• **Provided data**:
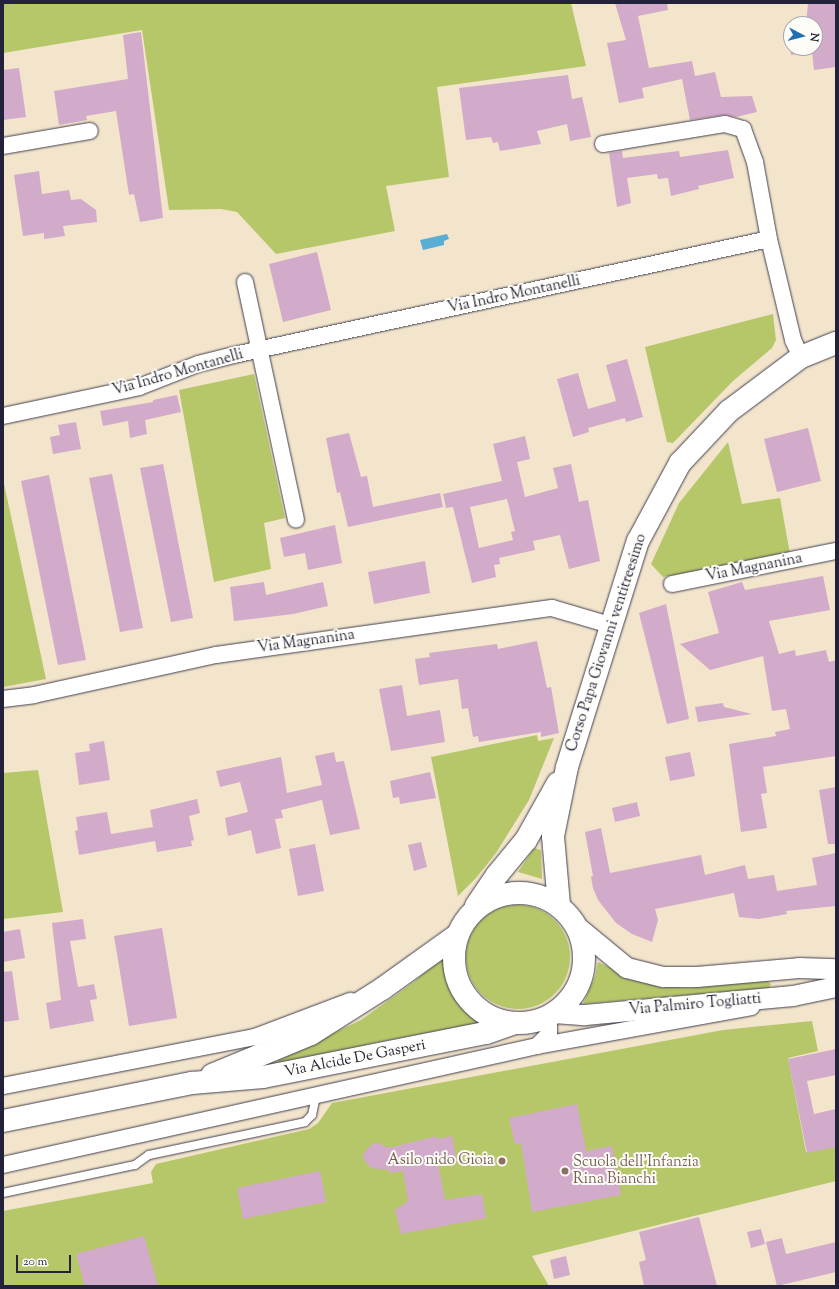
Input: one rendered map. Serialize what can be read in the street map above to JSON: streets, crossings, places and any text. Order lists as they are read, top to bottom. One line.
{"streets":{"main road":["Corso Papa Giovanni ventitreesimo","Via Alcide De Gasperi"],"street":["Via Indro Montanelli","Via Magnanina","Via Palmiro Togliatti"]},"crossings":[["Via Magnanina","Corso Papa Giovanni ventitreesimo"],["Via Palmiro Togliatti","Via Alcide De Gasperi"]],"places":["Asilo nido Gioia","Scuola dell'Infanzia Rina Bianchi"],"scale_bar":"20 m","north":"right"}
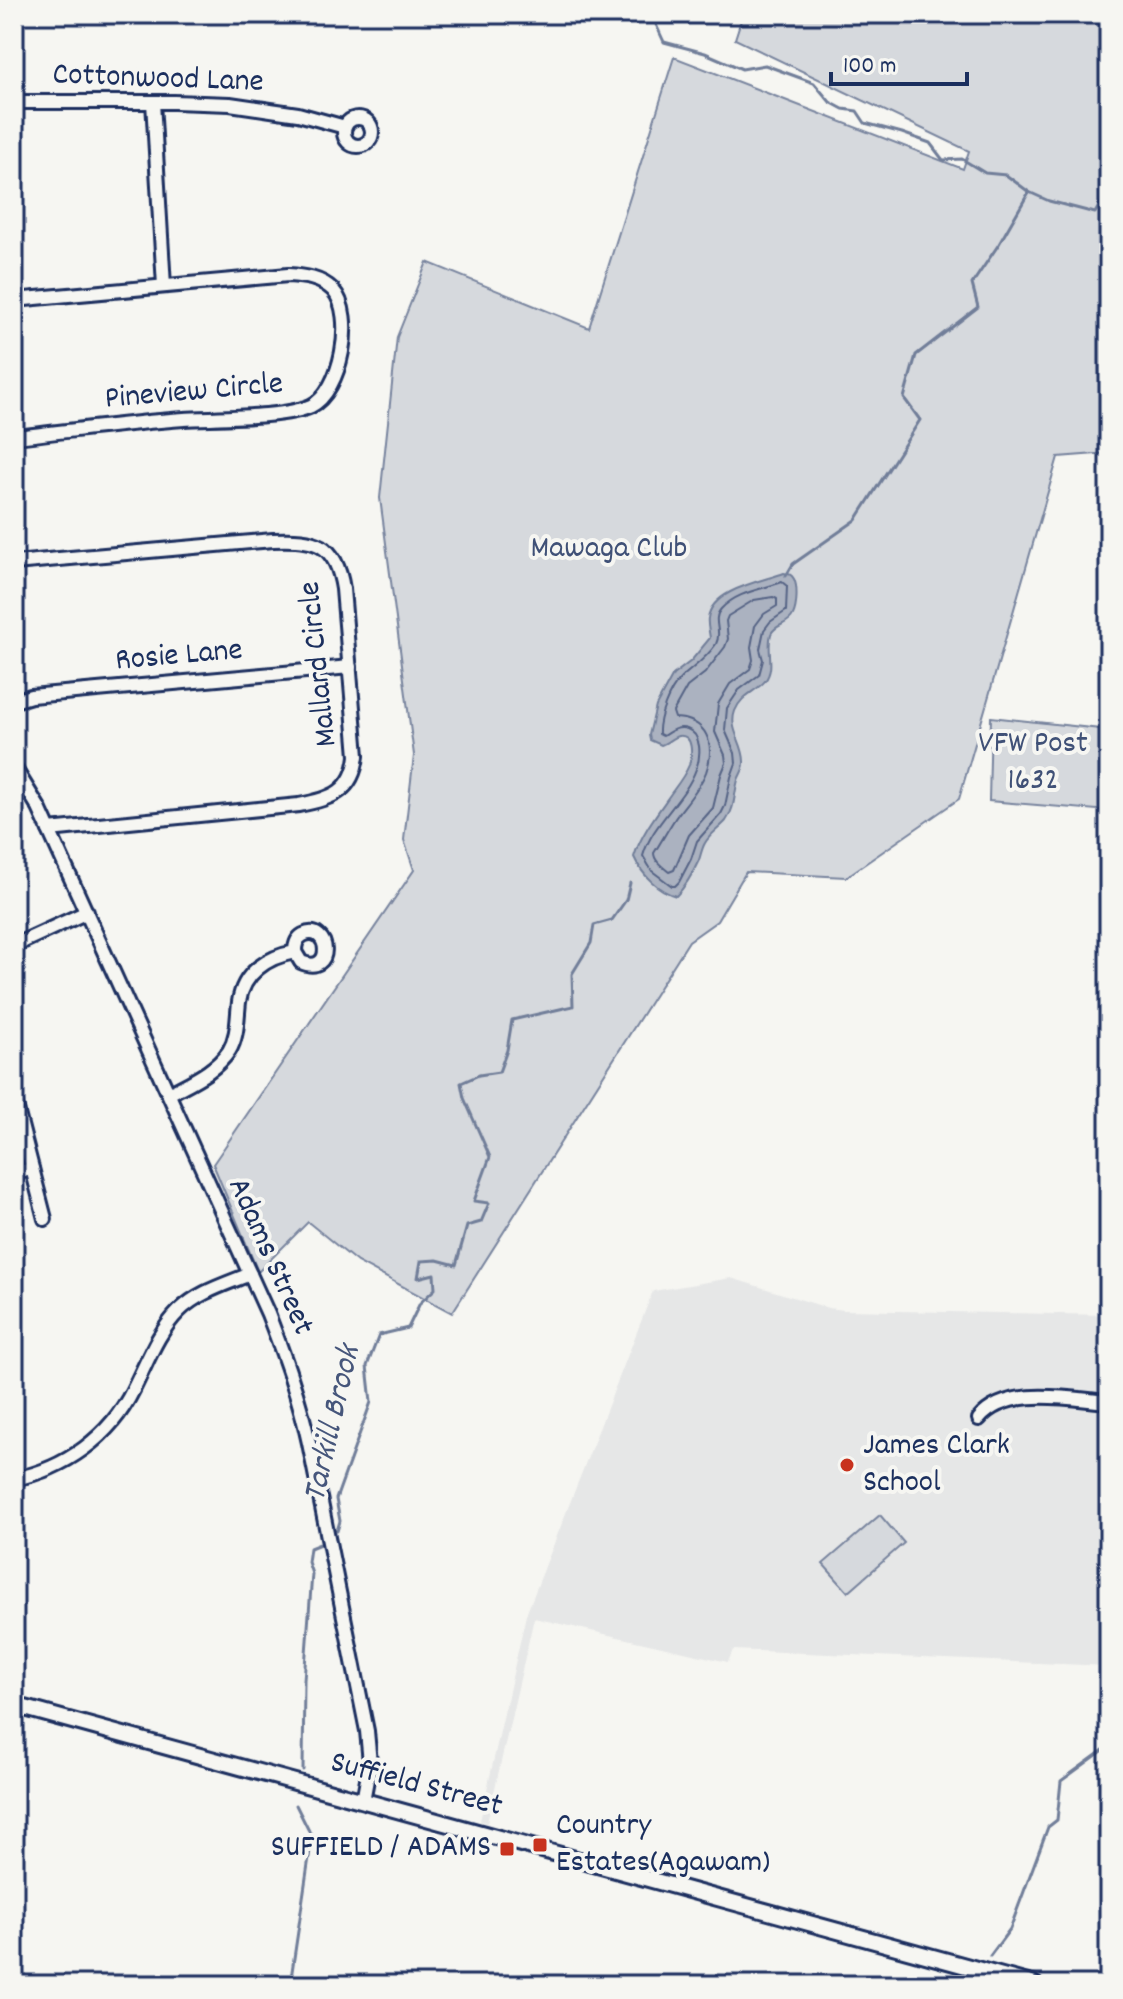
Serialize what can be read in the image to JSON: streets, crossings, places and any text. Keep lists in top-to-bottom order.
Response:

• **Required action**: Restate all of the material above word for word. Pictures do not belong in it.

• **Result of this task**:
Input: one rendered map. Serialize what can be read in the street map above to JSON: streets, crossings, places and any text. Order lists as they are read, top to bottom. One line.
{"streets":{"main road":["Corso Papa Giovanni ventitreesimo","Via Alcide De Gasperi"],"street":["Via Indro Montanelli","Via Magnanina","Via Palmiro Togliatti"]},"crossings":[["Via Magnanina","Corso Papa Giovanni ventitreesimo"],["Via Palmiro Togliatti","Via Alcide De Gasperi"]],"places":["Asilo nido Gioia","Scuola dell'Infanzia Rina Bianchi"],"scale_bar":"20 m","north":"right"}
Serialize what can be read in the image to JSON: streets, crossings, places and any text. Keep lists in top-to-bottom order.
Response:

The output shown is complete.